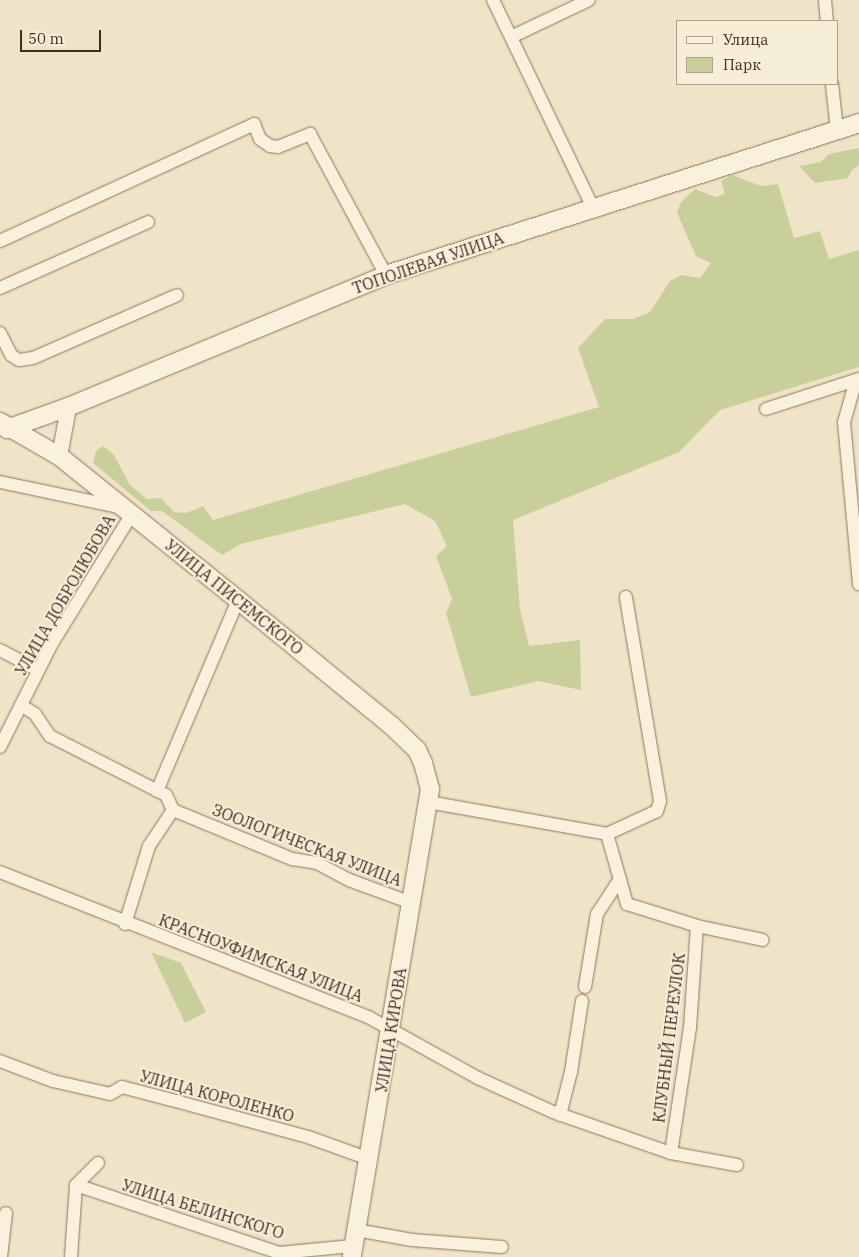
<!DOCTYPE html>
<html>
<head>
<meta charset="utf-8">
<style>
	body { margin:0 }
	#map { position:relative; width:859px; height:1257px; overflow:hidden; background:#f0e4c8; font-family:"IBM Plex Serif",serif }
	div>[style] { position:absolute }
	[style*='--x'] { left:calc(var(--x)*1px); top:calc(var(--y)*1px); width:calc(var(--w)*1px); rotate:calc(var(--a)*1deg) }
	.green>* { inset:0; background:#c9cf9b }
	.roads { filter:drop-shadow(0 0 1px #8d765c) drop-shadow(0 0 1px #8d765c) }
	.minor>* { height:12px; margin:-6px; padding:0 6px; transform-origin:6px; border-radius:6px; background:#faf1dc }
	.tertiary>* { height:15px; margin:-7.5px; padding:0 7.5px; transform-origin:7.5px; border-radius:7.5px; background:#faf1dc }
	.secondary>* { height:18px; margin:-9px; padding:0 9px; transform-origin:9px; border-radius:9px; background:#faf1dc }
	span { translate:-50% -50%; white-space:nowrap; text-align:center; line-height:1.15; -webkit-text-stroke:4px #f7eed8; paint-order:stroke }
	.street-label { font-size:16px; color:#3d2e20 }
	.legend { position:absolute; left:676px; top:20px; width:162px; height:65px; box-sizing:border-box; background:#f7eed8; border:1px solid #ada18e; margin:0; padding:6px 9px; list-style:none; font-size:15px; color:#3d2e20 }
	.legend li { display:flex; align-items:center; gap:10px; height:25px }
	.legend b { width:25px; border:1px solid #ada18e }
	.scale { position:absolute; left:20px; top:30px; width:81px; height:22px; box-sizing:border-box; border:2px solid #3d2e20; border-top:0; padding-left:6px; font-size:15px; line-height:18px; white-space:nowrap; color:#3d2e20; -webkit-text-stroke:4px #f7eed8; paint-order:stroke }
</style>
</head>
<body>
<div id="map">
	<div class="green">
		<div style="clip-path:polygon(859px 148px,859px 165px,852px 170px,848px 178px,815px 183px,799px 166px,821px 162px,829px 154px)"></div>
		<div style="clip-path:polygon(732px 175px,761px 186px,778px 184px,794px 238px,820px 231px,829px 259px,859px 250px,859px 367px,720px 410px,679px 452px,513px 520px,520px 610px,529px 646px,580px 640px,581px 690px,538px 681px,471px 697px,446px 613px,452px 599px,436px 556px,447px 546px,435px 521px,405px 504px,241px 544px,222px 555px,162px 511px,151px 511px,93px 463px,96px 451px,103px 446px,114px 455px,130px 485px,147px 499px,161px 498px,174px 512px,186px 513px,203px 506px,213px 520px,599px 407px,578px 348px,605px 319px,633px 319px,650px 312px,670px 281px,682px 275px,700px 278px,711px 263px,696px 256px,677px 213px,681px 202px,695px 189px,715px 197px,725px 194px,721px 181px)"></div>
		<div style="clip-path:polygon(151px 952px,181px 963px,206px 1012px,185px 1023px)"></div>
	</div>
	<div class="roads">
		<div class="minor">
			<div style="--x:493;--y:0;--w:231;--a:64.3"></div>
			<div style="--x:825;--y:0;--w:21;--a:85"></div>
			<div style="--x:511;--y:37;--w:86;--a:-25.4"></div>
			<div style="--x:832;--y:84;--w:47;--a:83.9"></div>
			<div style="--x:0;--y:241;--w:280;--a:-24.7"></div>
			<div style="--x:254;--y:124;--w:16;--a:68"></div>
			<div style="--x:260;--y:139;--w:12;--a:35"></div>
			<div style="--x:270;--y:146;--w:8;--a:7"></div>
			<div style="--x:278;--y:147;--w:35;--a:-22"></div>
			<div style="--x:310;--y:134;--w:160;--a:61.7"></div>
			<div style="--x:0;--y:288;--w:162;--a:-24"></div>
			<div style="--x:0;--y:333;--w:25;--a:63"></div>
			<div style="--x:11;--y:355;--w:9;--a:32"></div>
			<div style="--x:19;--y:360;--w:14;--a:-8"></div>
			<div style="--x:33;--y:358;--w:157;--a:-23.6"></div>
			<div style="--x:856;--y:380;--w:44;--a:105.9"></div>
			<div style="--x:844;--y:422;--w:163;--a:84.7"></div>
			<div style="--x:766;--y:409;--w:98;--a:-17.9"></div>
			<div style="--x:0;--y:482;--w:122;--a:11.9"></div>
			<div style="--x:0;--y:650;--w:43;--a:27.8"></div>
			<div style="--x:21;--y:705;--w:17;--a:33"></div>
			<div style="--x:35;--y:714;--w:27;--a:56"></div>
			<div style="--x:50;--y:736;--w:130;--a:27"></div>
			<div style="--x:166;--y:795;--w:17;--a:65"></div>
			<div style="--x:173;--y:810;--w:129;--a:22.4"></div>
			<div style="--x:292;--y:859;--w:25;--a:9"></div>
			<div style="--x:317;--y:863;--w:36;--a:28"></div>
			<div style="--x:349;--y:880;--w:67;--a:20.1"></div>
			<div style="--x:0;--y:747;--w:114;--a:-63.4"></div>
			<div style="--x:51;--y:645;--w:154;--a:-58.3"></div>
			<div style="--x:157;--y:791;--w:207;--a:-67"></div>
			<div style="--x:428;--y:802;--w:182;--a:10.1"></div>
			<div style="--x:607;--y:834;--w:55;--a:-24.7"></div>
			<div style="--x:657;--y:811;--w:10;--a:-73"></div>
			<div style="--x:660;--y:801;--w:207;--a:-99.5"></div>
			<div style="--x:607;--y:834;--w:73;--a:74.1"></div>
			<div style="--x:627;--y:904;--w:73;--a:17.4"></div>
			<div style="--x:697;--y:926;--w:67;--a:12"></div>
			<div style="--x:0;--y:872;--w:398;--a:21.5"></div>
			<div style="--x:370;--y:1018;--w:124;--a:29.1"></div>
			<div style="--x:478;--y:1078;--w:82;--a:24.4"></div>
			<div style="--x:553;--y:1112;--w:125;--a:19.2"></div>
			<div style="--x:671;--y:1153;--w:67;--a:10.3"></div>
			<div style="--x:125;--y:924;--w:82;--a:-72.9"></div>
			<div style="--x:149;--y:846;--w:43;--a:-56.3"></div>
			<div style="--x:585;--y:987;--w:74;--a:-80.7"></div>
			<div style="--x:597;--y:914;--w:42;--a:-56.7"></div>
			<div style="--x:0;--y:1061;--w:57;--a:20.7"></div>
			<div style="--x:53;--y:1081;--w:58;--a:12.8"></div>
			<div style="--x:110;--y:1094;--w:14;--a:-30"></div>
			<div style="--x:122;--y:1087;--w:52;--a:14.6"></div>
			<div style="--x:172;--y:1100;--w:141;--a:15.2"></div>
			<div style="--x:308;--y:1137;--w:65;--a:19.8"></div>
			<div style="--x:560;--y:1115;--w:44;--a:-75.7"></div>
			<div style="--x:571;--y:1072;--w:72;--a:-81.2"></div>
			<div style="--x:671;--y:1153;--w:126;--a:-81.4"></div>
			<div style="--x:690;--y:1028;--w:102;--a:-86.1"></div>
			<div style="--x:98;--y:1163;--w:31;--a:135"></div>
			<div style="--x:76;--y:1185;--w:214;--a:18.5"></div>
			<div style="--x:279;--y:1253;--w:74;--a:-5.4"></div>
			<div style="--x:356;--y:1230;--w:57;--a:10.1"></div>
			<div style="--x:412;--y:1240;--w:90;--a:4.4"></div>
			<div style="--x:1;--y:1257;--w:44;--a:-83.5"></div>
			<div style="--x:71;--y:1257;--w:72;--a:-86"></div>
		</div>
		<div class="tertiary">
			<div style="--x:59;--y:456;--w:50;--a:-79.6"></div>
		</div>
		<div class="secondary">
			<div style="--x:0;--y:422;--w:68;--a:30"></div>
			<div style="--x:59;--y:456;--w:230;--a:38.8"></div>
			<div style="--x:238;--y:600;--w:199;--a:39.3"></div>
			<div style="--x:392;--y:726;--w:35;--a:44"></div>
			<div style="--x:417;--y:750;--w:14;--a:65"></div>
			<div style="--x:423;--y:763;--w:27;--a:75"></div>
			<div style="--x:430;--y:789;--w:474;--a:99.5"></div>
			<div style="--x:7;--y:429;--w:65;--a:-19.8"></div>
			<div style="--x:68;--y:407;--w:344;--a:-22.5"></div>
			<div style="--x:386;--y:275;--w:497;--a:-17.8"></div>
		</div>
	</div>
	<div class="street-label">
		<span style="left:428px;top:263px;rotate:-19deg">ТОПОЛЕВАЯ УЛИЦА</span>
		<span style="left:65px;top:595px;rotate:-60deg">УЛИЦА ДОБРОЛЮБОВА</span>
		<span style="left:234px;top:597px;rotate:39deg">УЛИЦА ПИСЕМСКОГО</span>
		<span style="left:307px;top:845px;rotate:21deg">ЗООЛОГИЧЕСКАЯ УЛИЦА</span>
		<span style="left:261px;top:958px;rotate:21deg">КРАСНОУФИМСКАЯ УЛИЦА</span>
		<span style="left:391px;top:1030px;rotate:-81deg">УЛИЦА КИРОВА</span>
		<span style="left:669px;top:1038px;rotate:-83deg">КЛУБНЫЙ ПЕРЕУЛОК</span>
		<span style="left:217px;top:1096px;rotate:15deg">УЛИЦА КОРОЛЕНКО</span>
		<span style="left:203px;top:1209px;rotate:17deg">УЛИЦА БЕЛИНСКОГО</span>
	</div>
	<ul class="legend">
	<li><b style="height:6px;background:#faf1dc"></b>Улица</li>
	<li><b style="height:14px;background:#c9cf9b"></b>Парк</li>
	</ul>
	<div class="scale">50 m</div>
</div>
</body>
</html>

☆ ☆ ☆ ☆ ☆ ☆ ☆

### TASK
Each line from the start of the entries to the line holding "translate:-50% -50%; white-space:nowrap;" is to be given again exactly, both ends included, and each picture is to be left out.

### ANSWER SECTION
<!DOCTYPE html>
<html>
<head>
<meta charset="utf-8">
<style>
	body { margin:0 }
	#map { position:relative; width:859px; height:1257px; overflow:hidden; background:#f0e4c8; font-family:"IBM Plex Serif",serif }
	div>[style] { position:absolute }
	[style*='--x'] { left:calc(var(--x)*1px); top:calc(var(--y)*1px); width:calc(var(--w)*1px); rotate:calc(var(--a)*1deg) }
	.green>* { inset:0; background:#c9cf9b }
	.roads { filter:drop-shadow(0 0 1px #8d765c) drop-shadow(0 0 1px #8d765c) }
	.minor>* { height:12px; margin:-6px; padding:0 6px; transform-origin:6px; border-radius:6px; background:#faf1dc }
	.tertiary>* { height:15px; margin:-7.5px; padding:0 7.5px; transform-origin:7.5px; border-radius:7.5px; background:#faf1dc }
	.secondary>* { height:18px; margin:-9px; padding:0 9px; transform-origin:9px; border-radius:9px; background:#faf1dc }
	span { translate:-50% -50%; white-space:nowrap; text-align:center; line-height:1.15; -webkit-text-stroke:4px #f7eed8; paint-order:stroke }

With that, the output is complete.